ACTIVITY
Take the records below and set down exactly the lines from the one with "Transcribe the names" to the one with "Instruction: Parse the", ends included; do not copy the pictures.

** Opening INPUT block **

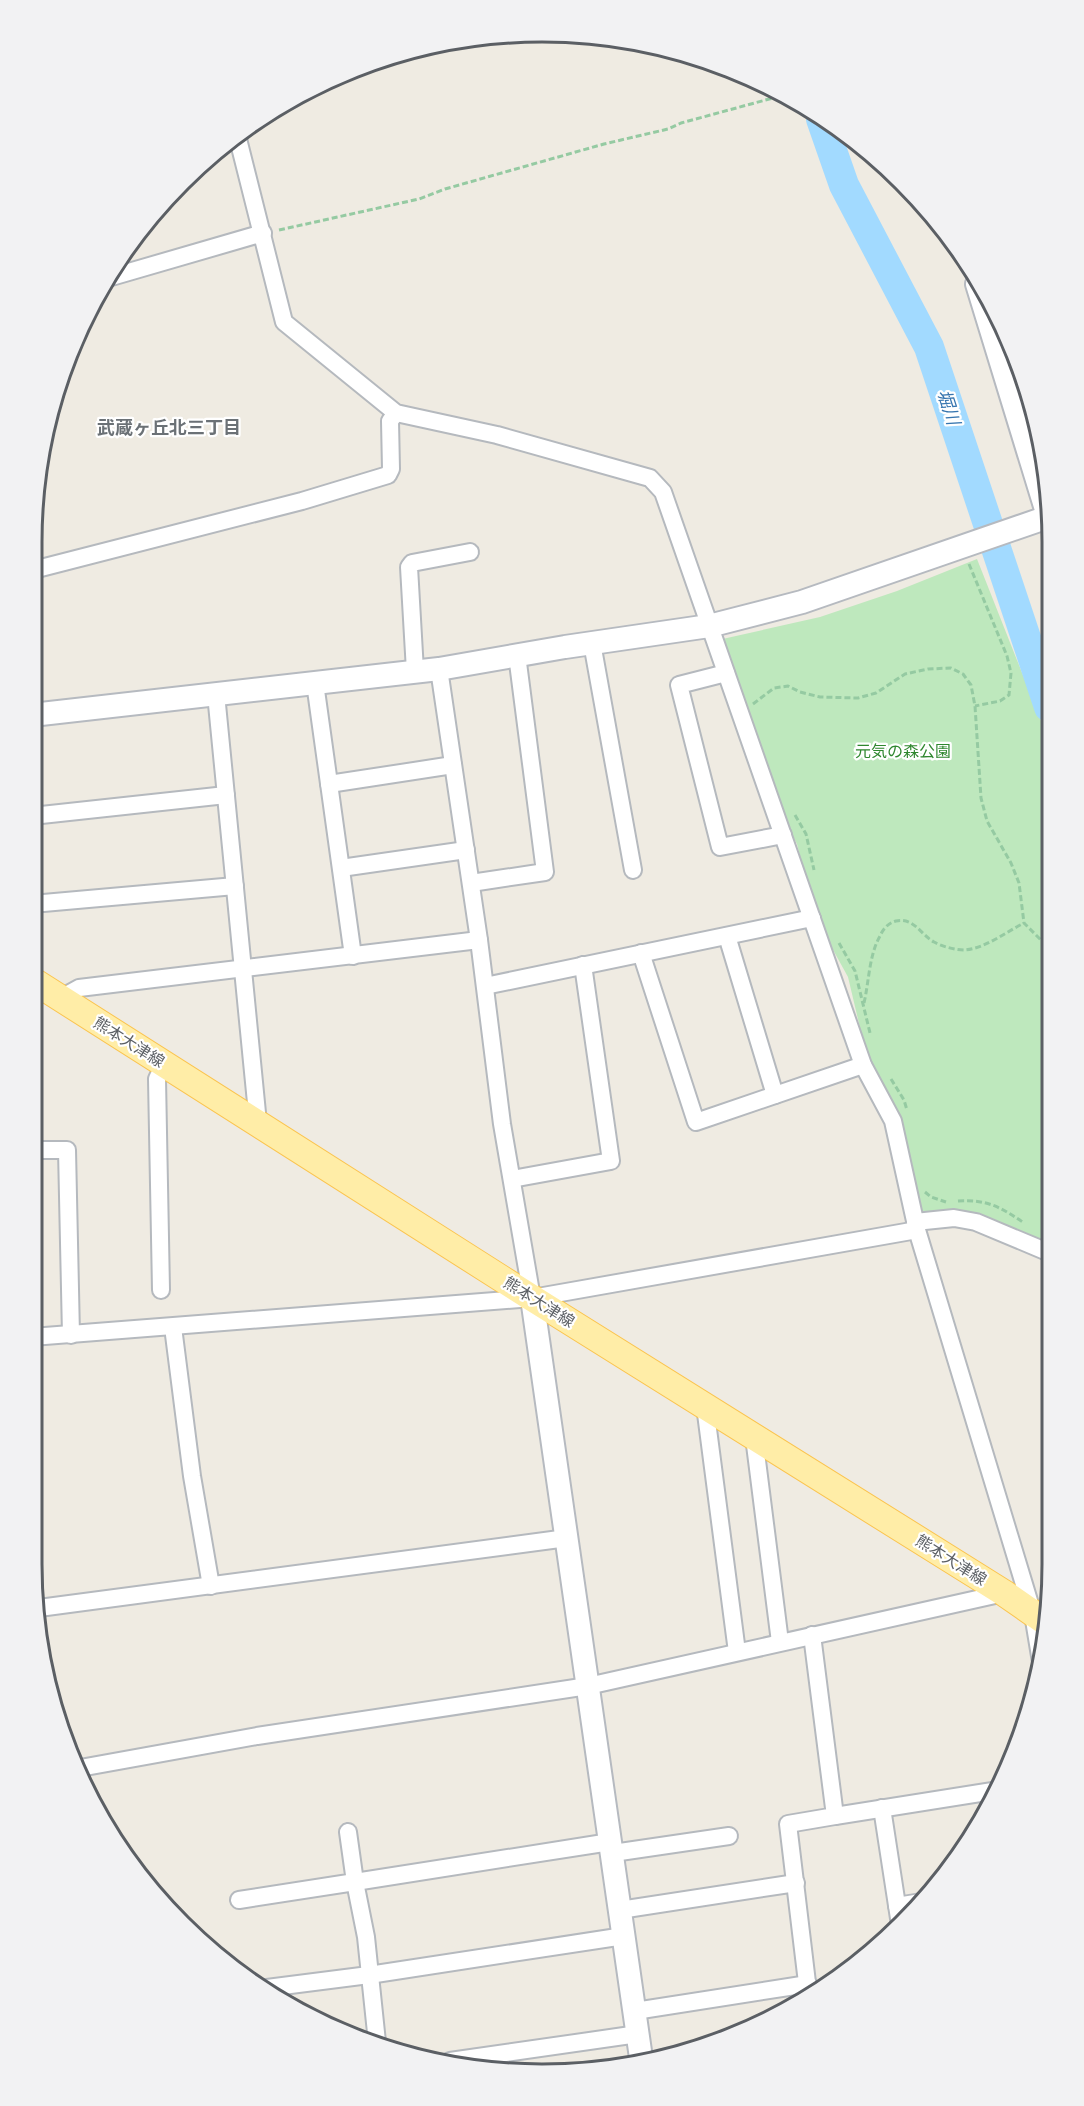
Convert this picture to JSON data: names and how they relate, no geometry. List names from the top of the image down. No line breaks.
{"streets":{"main road":["熊本大津線"]},"districts":["武蔵ヶ丘北三丁目"],"water":["堀川"],"parks":["元気の森公園"]}
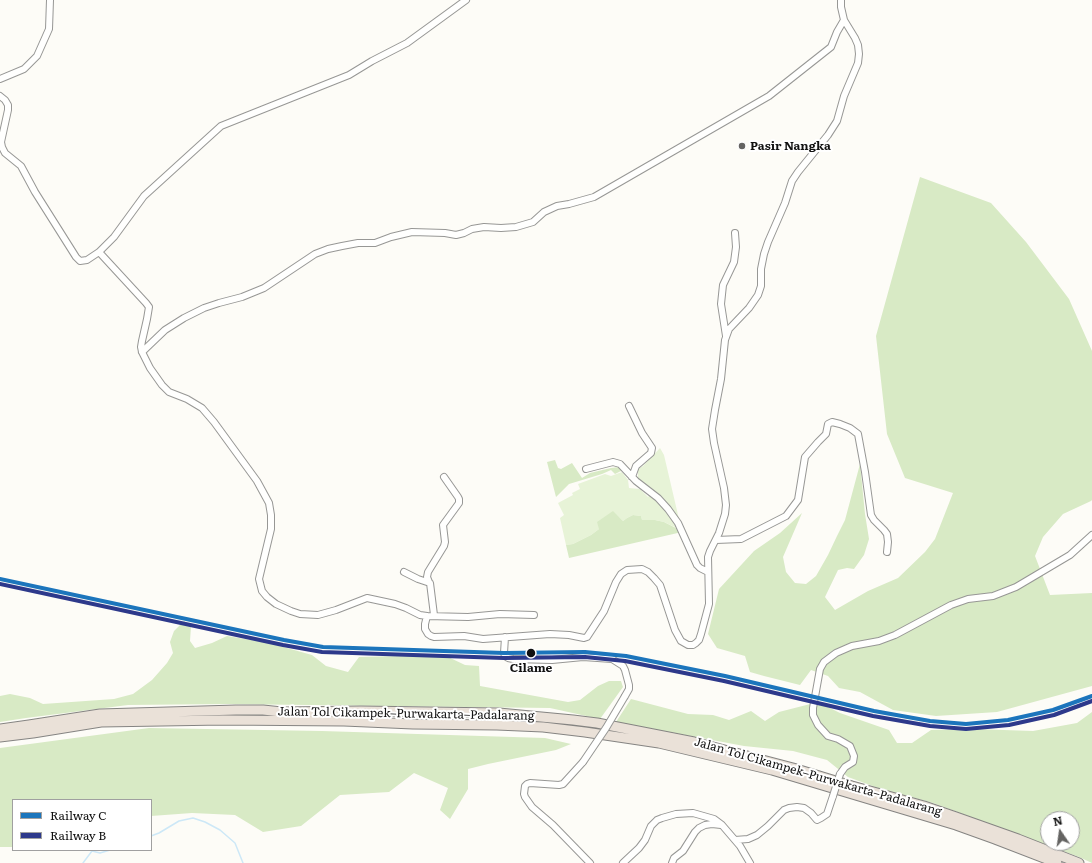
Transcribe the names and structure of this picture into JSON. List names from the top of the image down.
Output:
{
  "streets": {
    "highway": ["Jalan Tol Cikampek–Purwakarta–Padalarang"]
  },
  "places": ["Pasir Nangka", "Cilame"],
  "lines": ["rail line C", "rail line B"],
  "legend": ["Railway C", "Railway B"],
  "north": "top"
}
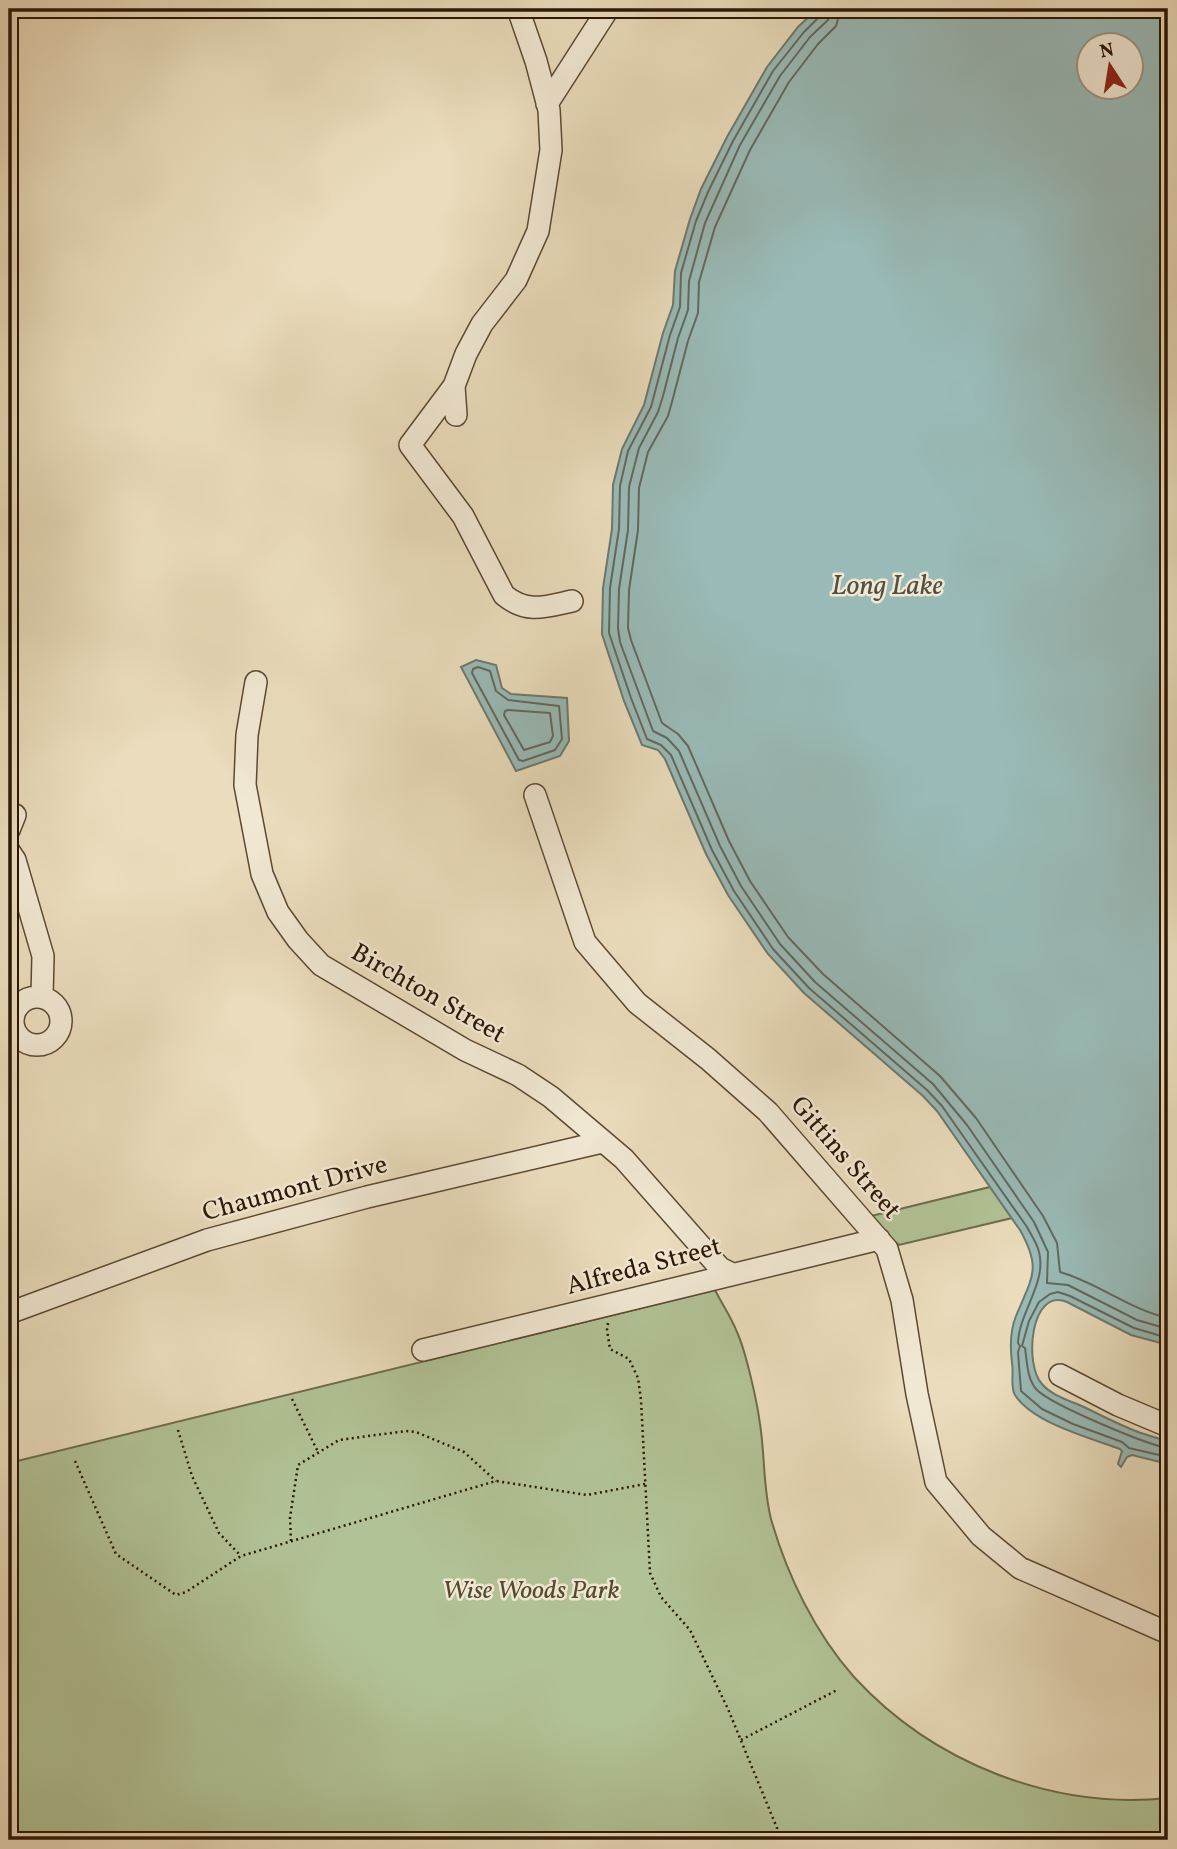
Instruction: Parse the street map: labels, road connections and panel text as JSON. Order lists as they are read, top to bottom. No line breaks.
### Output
{"streets":{"street":["Birchton Street","Gittins Street","Chaumont Drive","Alfreda Street"]},"crossings":[["Birchton Street","Chaumont Drive"],["Birchton Street","Alfreda Street"],["Gittins Street","Alfreda Street"]],"water":["Long Lake"],"parks":["Wise Woods Park"],"north":"top"}
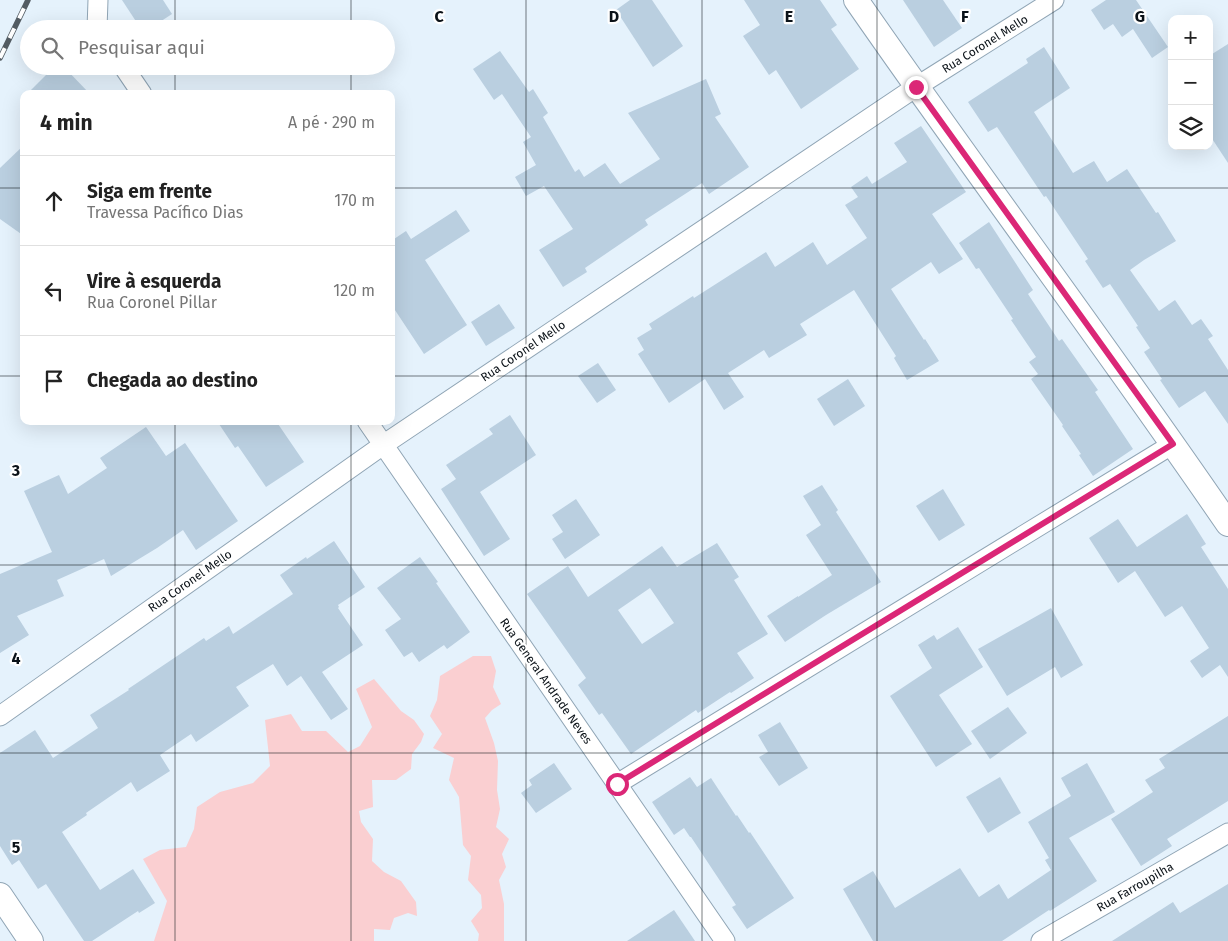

** Closing INPUT block **

REPLY TO THE EXERCISE
Transcribe the names and structure of this picture into JSON. List names from the top of the image down.
Output:
{
  "streets": {
    "highway": ["Jalan Tol Cikampek–Purwakarta–Padalarang"]
  },
  "places": ["Pasir Nangka", "Cilame"],
  "lines": ["rail line C", "rail line B"],
  "legend": ["Railway C", "Railway B"],
  "north": "top"
}
Instruction: Parse the street map: labels, road connections and panel text as JSON. Order lists as they are read, top to bottom. No line breaks.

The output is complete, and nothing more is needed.